L'ammontare del tributo non è determinato dal CIC, che rinvia alla consuetudine preesistente da lungo tempo (si ritiene almeno da quaranta anni), o, se questa manchi, stabilisce che la misura sia fissata nel concilio provinciale o nella conferenza vescovile della provincia, ed approvata dalla S. Sede (CIC, can. 1504 e 1507 § 1); il CIC si limita solo a dire, conformemente, del resto, al fine per cui il c. è stato istituito, che esso deve essere moderato. Alcuni autori ritengono (con buoni argomenti storici e logici, ma in contrasto con la prassi e con una parte della dottrina anteriore al CIC) che il tributo debba essere stabilito in misura eguale per tutti coloro che vi sono soggetti, non in misura proporzionale al reddito.
Obbligati a pagare il c. sono tutti gli enti sopra indicati, compresi i benefici uniti ad altro ente ecclesiastico, purché non siano esenti dalla giurisdizione del vescovo; e non sarebbe legittimo esonerare alcuni o tutti, essendo ciò contrario al can. 1504. Né la prescrizione estintiva (can. 1509 n. 8), né, sembra (come già da vari secoli avevano riconosciuto la Rota, la S. Congr. del Concilio e la dottrina) la desuetudine, possono esonerare dall'obbligo (sebbene di fatto vi siano luoghi in cui non si usa pagare il c.), che quindi può esser tolto soltanto con provvedimento pontificio.
Il c. si deve pagare solo mentre il vescovo è in carica; durante la vacanza della sede vescovile non vi è tale obbligo (cf. S. Congr. del Concilio, 20 ag. 1917). Ma l'obbligo sussiste, salvo diversa disposizione della S. Sede, non solo nelle diocesi, bensì anche nelle abbazie e prelature nullius (cf. can. 215 § 2); non sembra invece che vi sia nei vicariati e prefetture apostoliche, nonostante la disposizione del can. 294 § 1.
Esso è da classificare fra le imposte o tributi generici (v. TASSE ECCLESIASTICHE).

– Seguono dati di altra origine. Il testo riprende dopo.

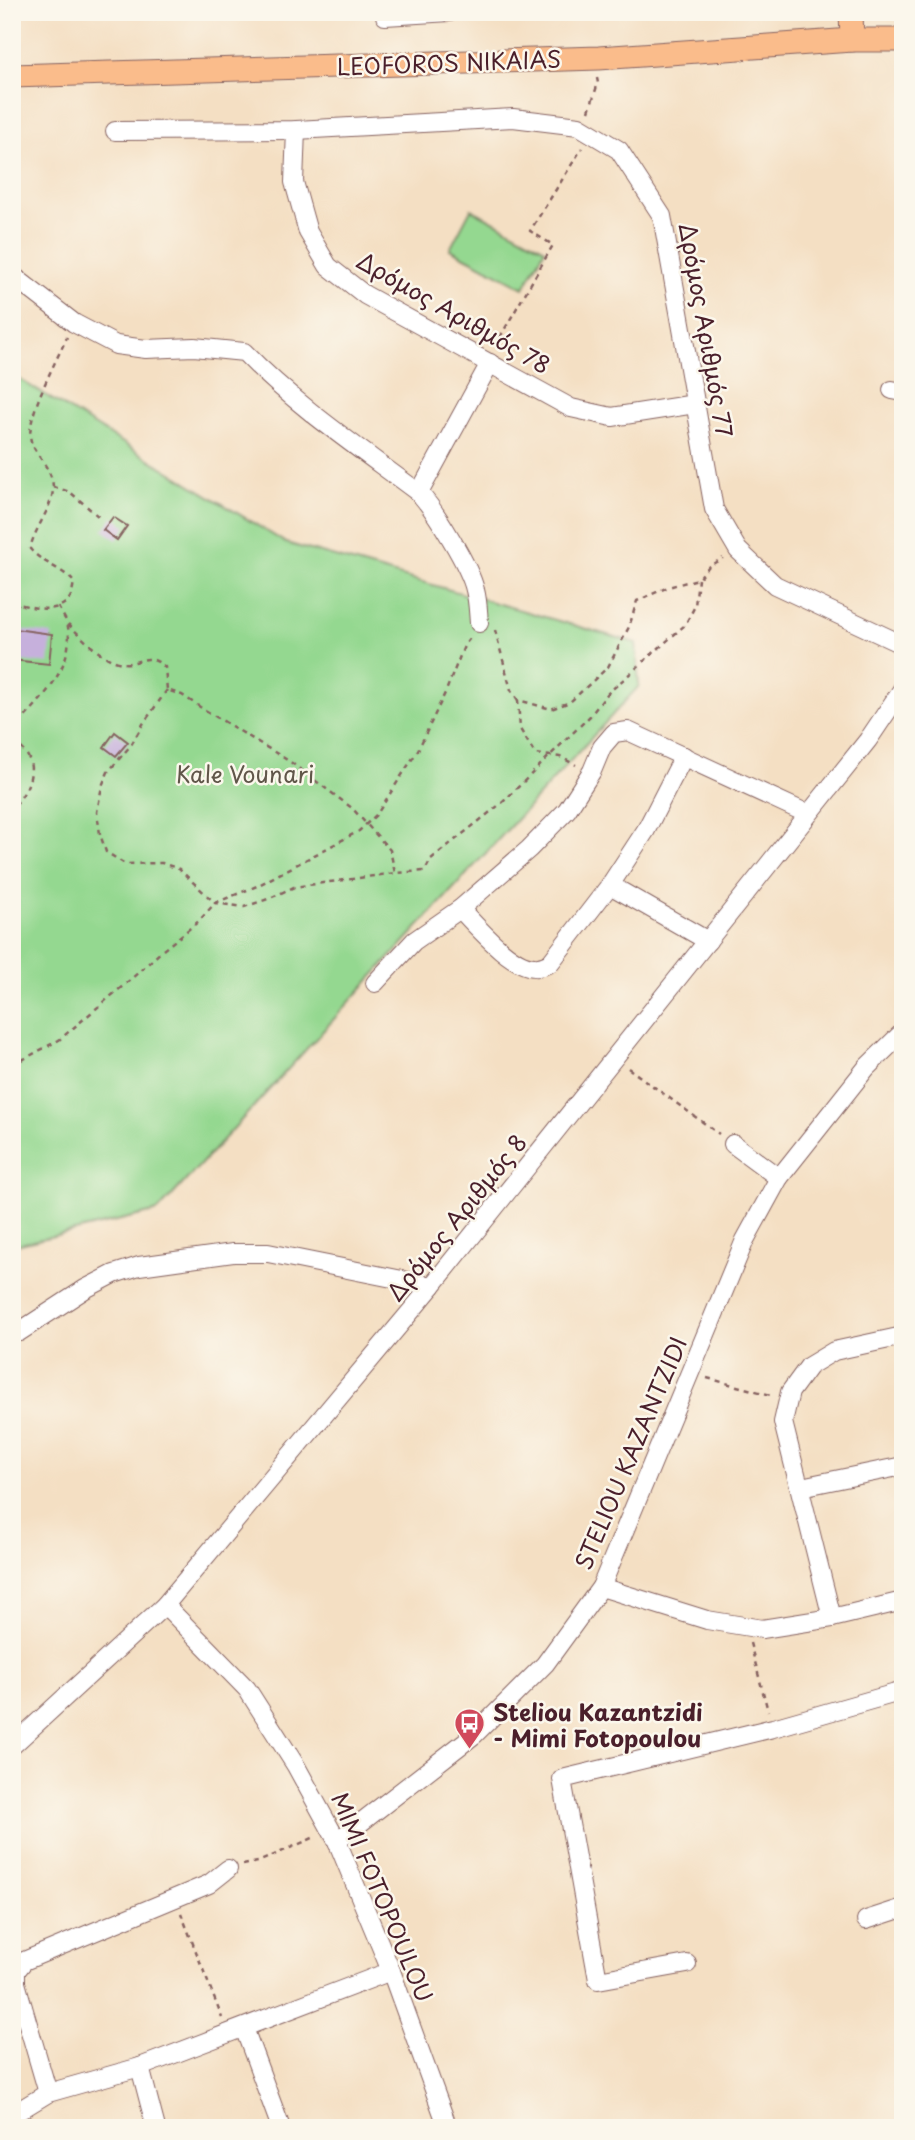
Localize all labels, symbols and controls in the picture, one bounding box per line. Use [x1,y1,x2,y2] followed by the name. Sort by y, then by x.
[336,41,562,83] street label: LEOFOROS NIKAIAS
[671,220,743,440] street label: Δρόμος Αριθμός 77
[351,242,557,382] street label: Δρόμος Αριθμός 78
[176,756,314,791] park label: Kale Vounari
[378,1126,534,1308] street label: Δρόμος Αριθμός 8
[565,1331,695,1575] street label: STELIOU KAZANTZIDI
[493,1694,703,1755] place label: Steliou Kazantzidi - Mimi Fotopoulou
[453,1707,487,1751] bus stop icon: Steliou Kazantzidi - Mimi Fotopoulou
[323,1787,443,2007] street label: MIMI FOTOPOULOU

La legislazione italiana vigente non tutela il diritto della Chiesa alla riscossione coattiva del c.; riconosce però l'esistenza di tale imposta, quando ne ammette la detrazione come passività per determinare il reddito netto dei benefici, agli effetti della concessione dell'assegno supplementare di congrua (cf. art. 21 n. 227 e art. 12 n. 228 del T. U. 29 genn. 1931).

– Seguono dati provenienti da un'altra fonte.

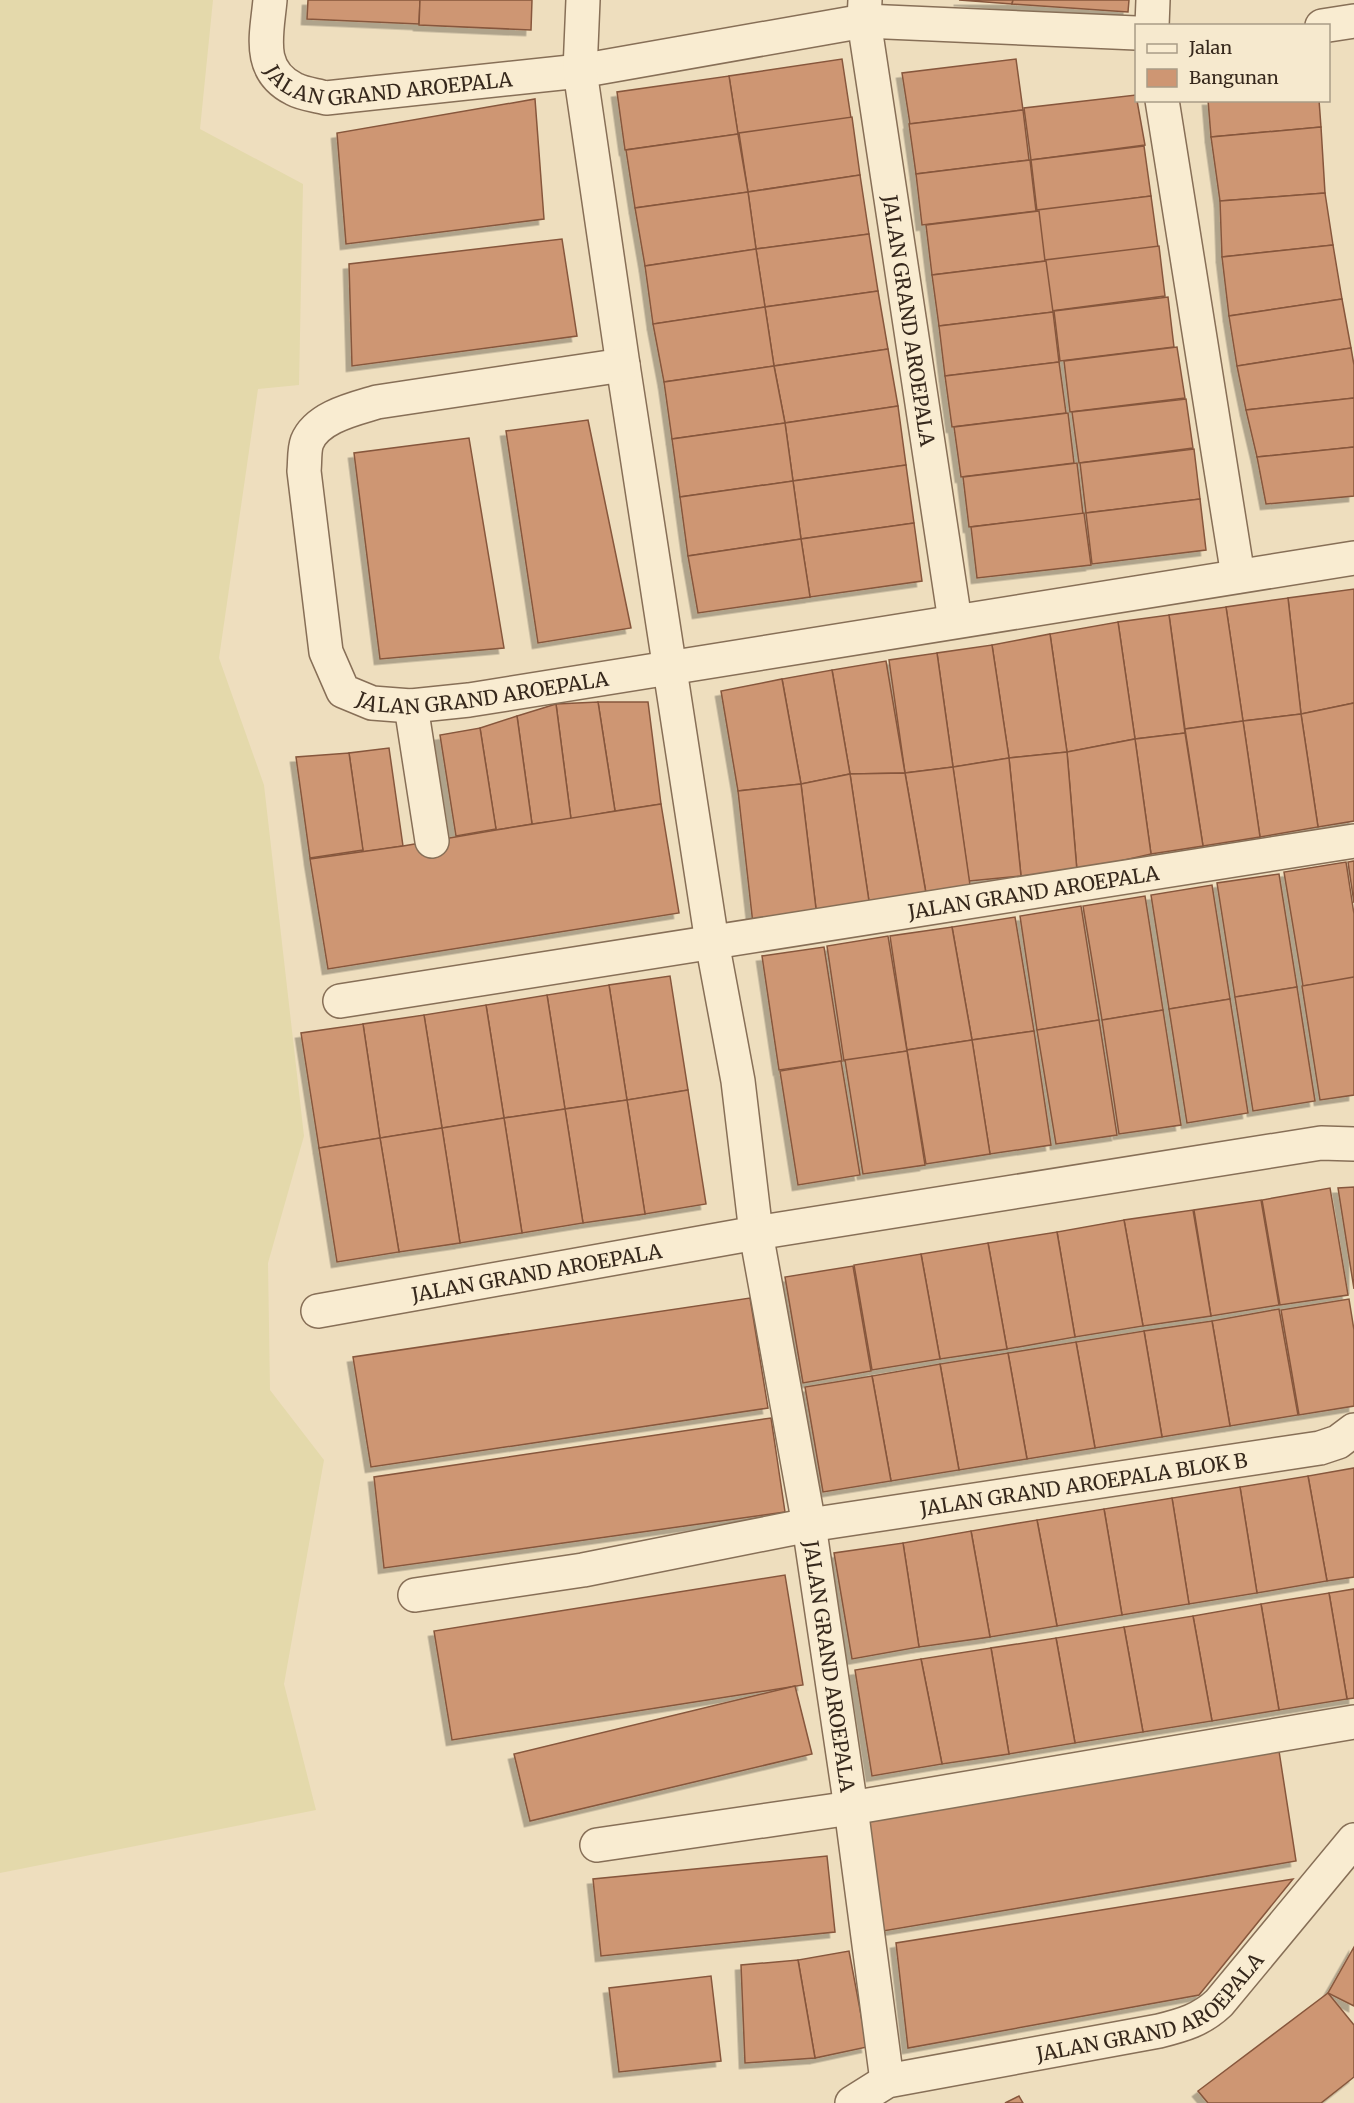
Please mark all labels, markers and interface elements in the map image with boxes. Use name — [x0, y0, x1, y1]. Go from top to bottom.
legend — [1135, 24, 1330, 102]
text: Jalan — [1188, 36, 1232, 59]
street label: JALAN GRAND AROEPALA — [259, 59, 515, 111]
text: Bangunan — [1189, 66, 1279, 89]
street label: JALAN GRAND AROEPALA — [878, 192, 941, 449]
street label: JALAN GRAND AROEPALA — [352, 665, 611, 719]
street label: JALAN GRAND AROEPALA — [905, 859, 1162, 924]
street label: JALAN GRAND AROEPALA — [408, 1237, 665, 1307]
street label: JALAN GRAND AROEPALA BLOK B — [917, 1447, 1249, 1521]
street label: JALAN GRAND AROEPALA — [799, 1538, 861, 1794]
street label: JALAN GRAND AROEPALA — [1033, 1947, 1269, 2066]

Il termine c. si trova già nell'epitome latina delle Novelle di Giustiniano (115, § 431), per indicare la tassa che il vescovo in occasione della sua consacrazione versava una volta tanto, in parte ai vescovi consacrati, in parte al clero e ai notari che avevano preso parte alla cerimonia, conformemente alla consuetudine riportata nella Nov. 123, cap. 3.

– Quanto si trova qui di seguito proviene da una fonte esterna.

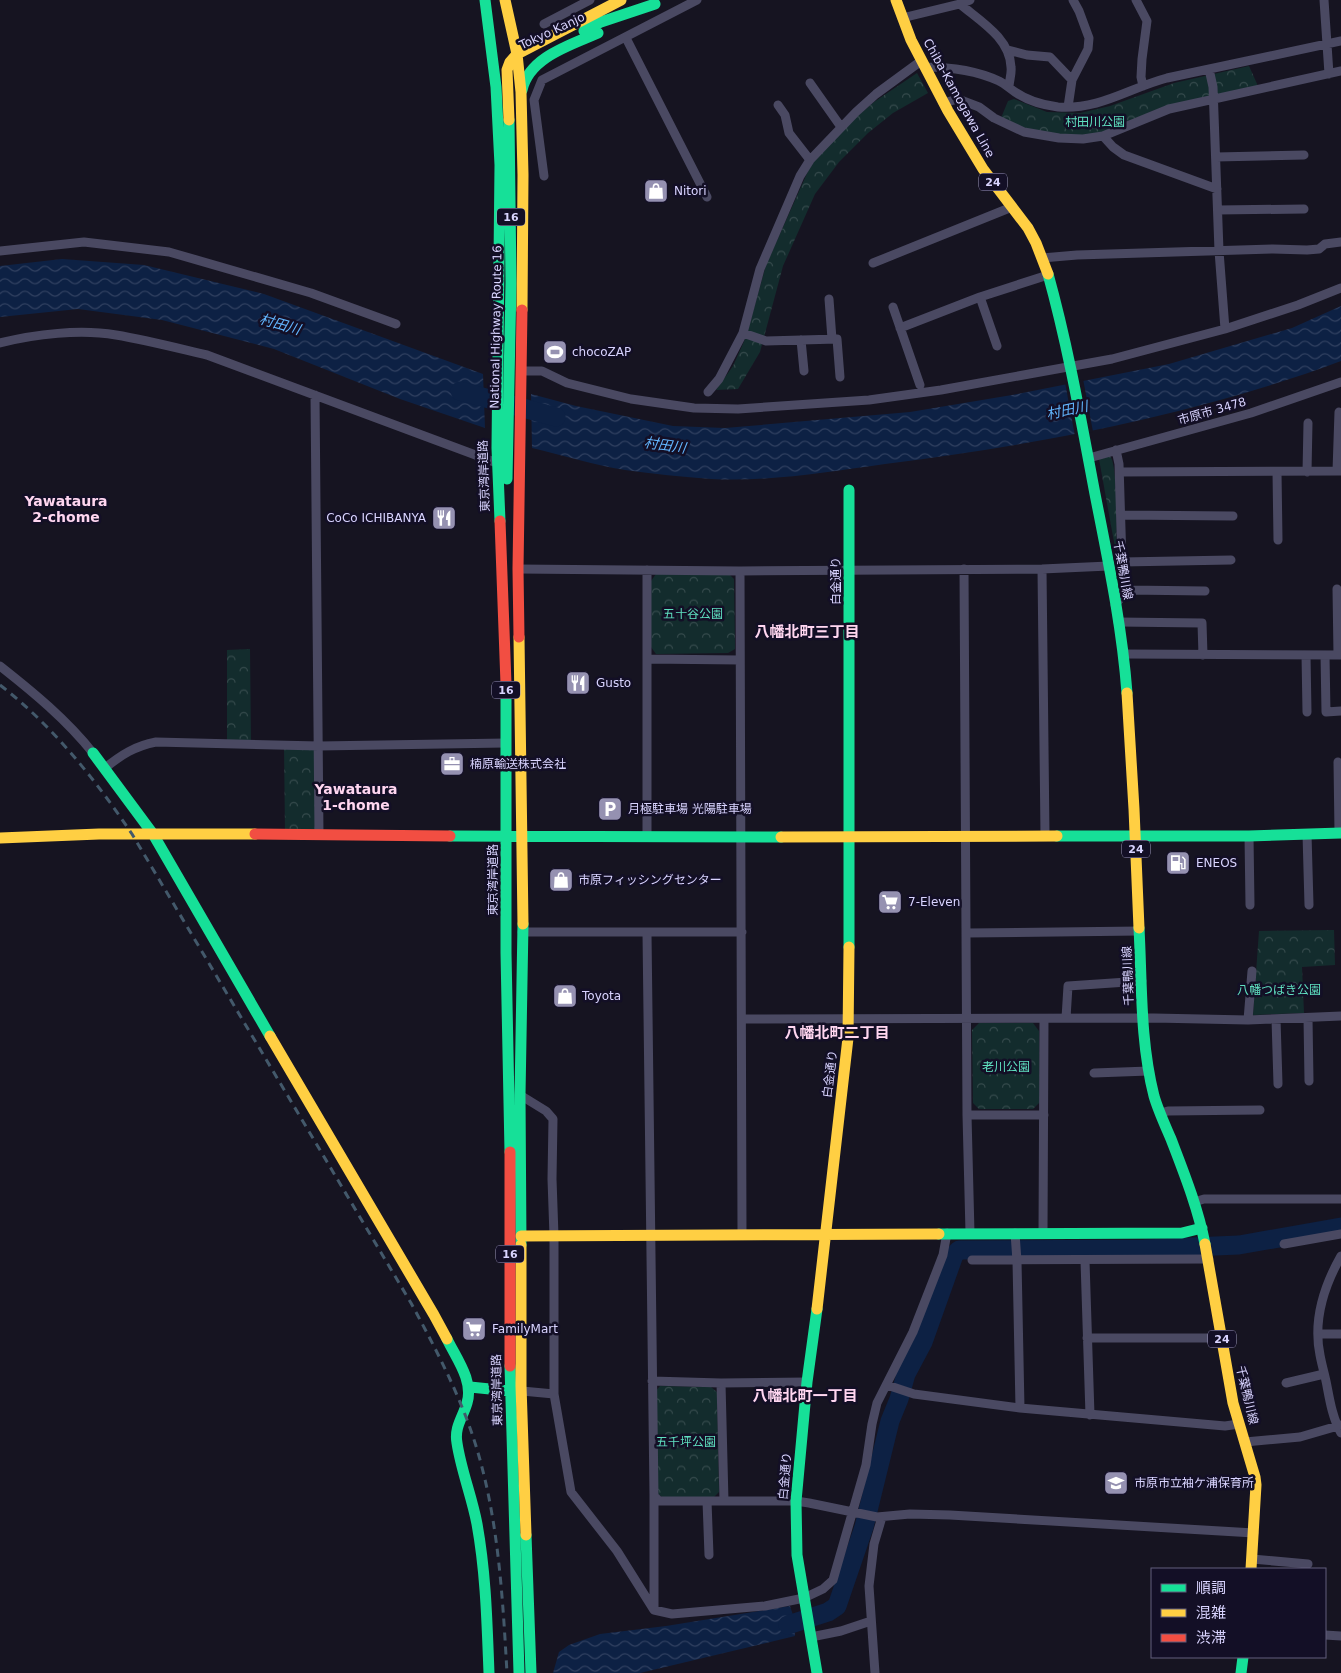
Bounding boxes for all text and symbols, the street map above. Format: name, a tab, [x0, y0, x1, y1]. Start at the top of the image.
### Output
street label: Tokyo Kanjo	[516, 10, 587, 53]
street label: Chiba-Kamogawa Line	[920, 36, 998, 160]
park label: 村田川公園	[1065, 115, 1125, 129]
road number: 24	[979, 173, 1007, 190]
shop icon: Nitori	[643, 178, 669, 204]
place label: Nitori	[674, 184, 707, 198]
road number: 16	[497, 208, 525, 226]
street label: National Highway Route 16	[488, 245, 504, 409]
water label: 村田川	[258, 311, 304, 338]
sports icon: chocoZAP	[542, 339, 568, 365]
place label: chocoZAP	[572, 345, 631, 359]
street label: 市原市 3478	[1176, 395, 1248, 427]
water label: 村田川	[1045, 397, 1091, 422]
water label: 村田川	[643, 434, 689, 456]
street label: 東京湾岸道路	[476, 440, 492, 512]
district label: Yawataura 2-chome	[23, 493, 108, 525]
restaurant icon: CoCo ICHIBANYA	[431, 505, 457, 531]
place label: CoCo ICHIBANYA	[326, 511, 427, 525]
street label: 千葉鴨川線	[1111, 539, 1135, 601]
street label: 白金通り	[829, 557, 843, 605]
park label: 五十谷公園	[663, 607, 723, 621]
district label: 八幡北町三丁目	[754, 623, 860, 641]
restaurant icon: Gusto	[565, 670, 591, 696]
place label: Gusto	[596, 676, 631, 690]
road number: 16	[492, 682, 520, 698]
office icon: 楠原輸送株式会社	[439, 751, 465, 777]
place label: 楠原輸送株式会社	[470, 757, 566, 771]
district label: Yawataura 1-chome	[313, 781, 398, 813]
parking icon: 月極駐車場 光陽駐車場	[597, 796, 623, 822]
place label: 月極駐車場 光陽駐車場	[628, 802, 752, 816]
road number: 24	[1122, 841, 1150, 858]
street label: 東京湾岸道路	[486, 844, 500, 916]
fuel station icon: ENEOS	[1165, 850, 1191, 876]
place label: ENEOS	[1196, 856, 1237, 870]
shop icon: 市原フィッシングセンター	[548, 867, 574, 893]
place label: 市原フィッシングセンター	[578, 873, 722, 887]
supermarket icon: 7-Eleven	[877, 889, 903, 915]
place label: 7-Eleven	[908, 895, 960, 909]
street label: 千葉鴨川線	[1120, 946, 1136, 1006]
shop icon: Toyota	[552, 983, 578, 1009]
park label: 八幡つばき公園	[1237, 983, 1321, 997]
place label: Toyota	[581, 989, 621, 1003]
district label: 八幡北町二丁目	[784, 1024, 890, 1042]
street label: 白金通り	[820, 1049, 840, 1099]
park label: 老川公園	[982, 1060, 1030, 1074]
road number: 16	[496, 1246, 524, 1262]
supermarket icon: FamilyMart	[461, 1316, 487, 1342]
place label: FamilyMart	[492, 1322, 558, 1336]
road number: 24	[1208, 1330, 1236, 1348]
street label: 東京湾岸道路	[489, 1354, 505, 1426]
street label: 千葉鴨川線	[1233, 1364, 1261, 1426]
district label: 八幡北町一丁目	[752, 1387, 858, 1405]
park label: 五千坪公園	[656, 1435, 716, 1449]
street label: 白金通り	[776, 1451, 794, 1501]
school or university icon: 市原市立袖ケ浦保育所	[1103, 1470, 1129, 1496]
place label: 市原市立袖ケ浦保育所	[1134, 1476, 1254, 1490]
legend	[1151, 1568, 1326, 1658]
text: 順調	[1196, 1579, 1226, 1597]
text: 混雑	[1196, 1604, 1226, 1622]
text: 渋滞	[1196, 1629, 1226, 1647]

L'origine dell'attuale c. viene comunemente fatta risalire a consuetudini o decreti sinodali spagnoli dei secc. vi-VII. Il più antico testo conosciuto sembra essere il can. 2 del II Concilio di Braga del 572 (c. I, C. X, q. 3), che suppone l'ammontare massimo di due solidi (limite che si ritrova poi quasi costantemente nelle legislazione e nella dottrina: cfr. can. 4 del VII Concilio di Toledo del 646, in c. 8, C. X, q. 3). Il tributo si trova poi menzionato in vari testi di concili particolari (cf., tra gli altri, can. 2 del Concilio di Ravenna del 998), e presso molti scrittori ecclesiastici medievali, come pure in una decretale di Alessandro III del 1180 (c. 9, X, III, 39).
Il primo testo legislativo per tutta la Chiesa fu molto
probabilmente una decretale di Onorio III del 1218, che ebbe valore di legge universale almeno dal 1226 (poi riprodotta anche in c. 16, X, I, 31), e che conferma la misura di due solidi.
Il carattere quasi simbolico di tale imposta deve essere stato talvolta dimenticato, se Benedetto XIV poteva annoverare tra i fini del c. anche quello di contribuire agli oneri gravanti sull'ufficio del vescovo.
Il c. esiste anche, con il nome di canonico, nel diritto canonico orientale, dove anzi, presso alcuni riti, deve pagarsi anche al patriarca.